Sometimes, when another person threatens your safety or causes you harm, you may have to act to defend yourself, even if this means hurting the aggressor. That being said, a person in Sacramento who does this may be charged with a violent crime, such as assault or battery. However, they may be able to have the charges against them dropped if it can be shown that they acted in self-defense.

Self-defense laws vary between states, so if a person wants to argue that he or she acted in self-defense, that person may want to consult with an attorney to better understand the laws of self-defense in their state. However, in general self-defense is legal if it is done to stop unlawful force or violence via a similar level of force or violence.

For the most part, a person can only use self-defense if he or she is facing an immediate threat. Verbal threats are sufficient if they cause an immediate apprehension that the person would be physically hurt. Sometimes, even if the aggressor doesn't intend to hurt a person, if a "reasonable person" in similar circumstances would have interpreted the aggressor's behavior as threatening, a person may use self-defense. In addition, the force used in self-defense cannot go above and beyond the force threatened or committed by the aggressor.
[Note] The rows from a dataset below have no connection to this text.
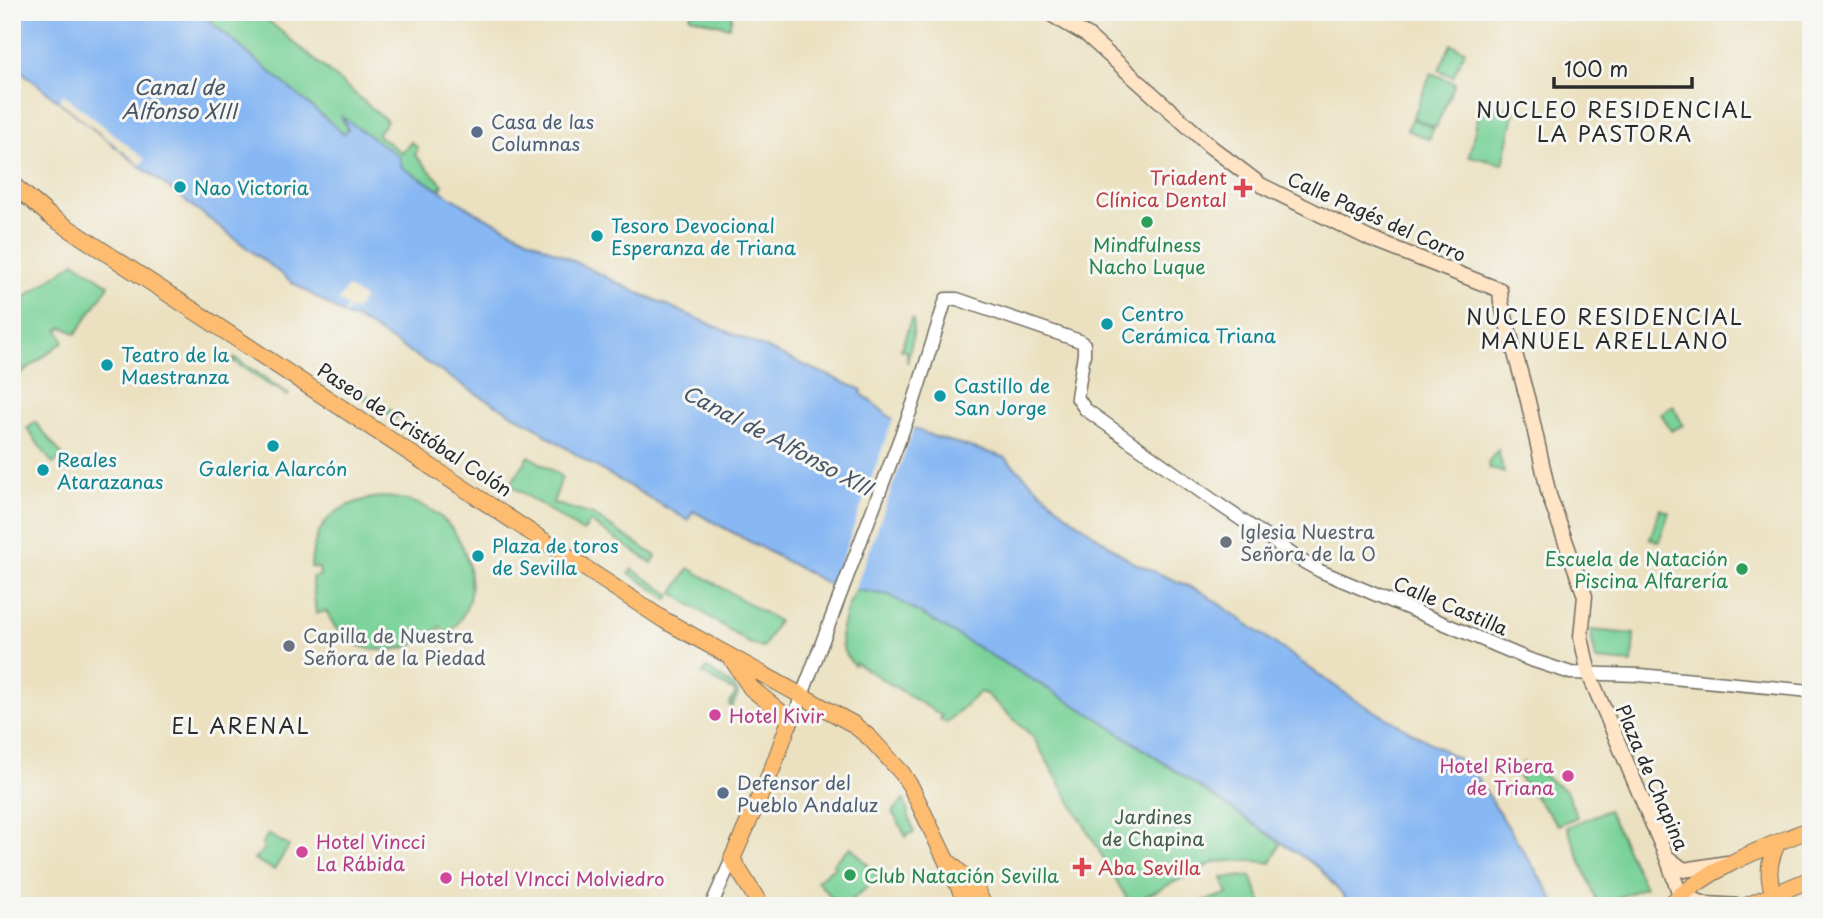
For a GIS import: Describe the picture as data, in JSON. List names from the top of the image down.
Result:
{
  "streets": {
    "main road": ["Calle Pagés del Corro", "Paseo de Cristóbal Colón", "Plaza de Chapina"],
    "street": ["Calle Castilla"]
  },
  "crossings": [
    ["Calle Pagés del Corro", "Plaza de Chapina"],
    ["Paseo de Cristóbal Colón", "Calle Castilla"],
    ["Calle Castilla", "Plaza de Chapina"]
  ],
  "districts": ["NUCLEO RESIDENCIAL LA PASTORA", "NUCLEO RESIDENCIAL MANUEL ARELLANO", "EL ARENAL"],
  "water": ["Canal de Alfonso XIII"],
  "parks": ["Jardines de Chapina"],
  "places": {
    "other": [
      "Casa de las Columnas",
      "Nao Victoria",
      "Mindfulness Nacho Luque",
      "Tesoro Devocional Esperanza de Triana",
      "Centro Cerámica Triana",
      "Teatro de la Maestranza",
      "Castillo de San Jorge",
      "Galeria Alarcón",
      "Reales Atarazanas",
      "Iglesia Nuestra Señora de la O",
      "Plaza de toros de Sevilla",
      "Escuela de Natación Piscina Alfarería",
      "Capilla de Nuestra Señora de la Piedad",
      "Hotel Kivir",
      "Hotel Ribera de Triana",
      "Defensor del Pueblo Andaluz",
      "Hotel Vincci La Rábida",
      "Club Natación Sevilla",
      "Hotel VIncci Molviedro"
    ],
    "health": ["Triadent Clínica Dental", "Aba Sevilla"]
  },
  "scale_bar": "100 m"
}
However, once the threat of harm ceases, a person can no longer act in self-defense. If they try to, it would be deemed a retaliatory act, and may be against the law.

Laws also vary by state as to whether a person has to try to retreat before acting in self-defense. Moreover, state laws vary with regards to whether a person can use lethal force if someone is illegally breaking into their home. As this shows, since the laws surrounding self-defense vary between states, California residents who are facing criminal charges but believe they only acted in self-defense may want to discuss the matter with a criminal defense attorney.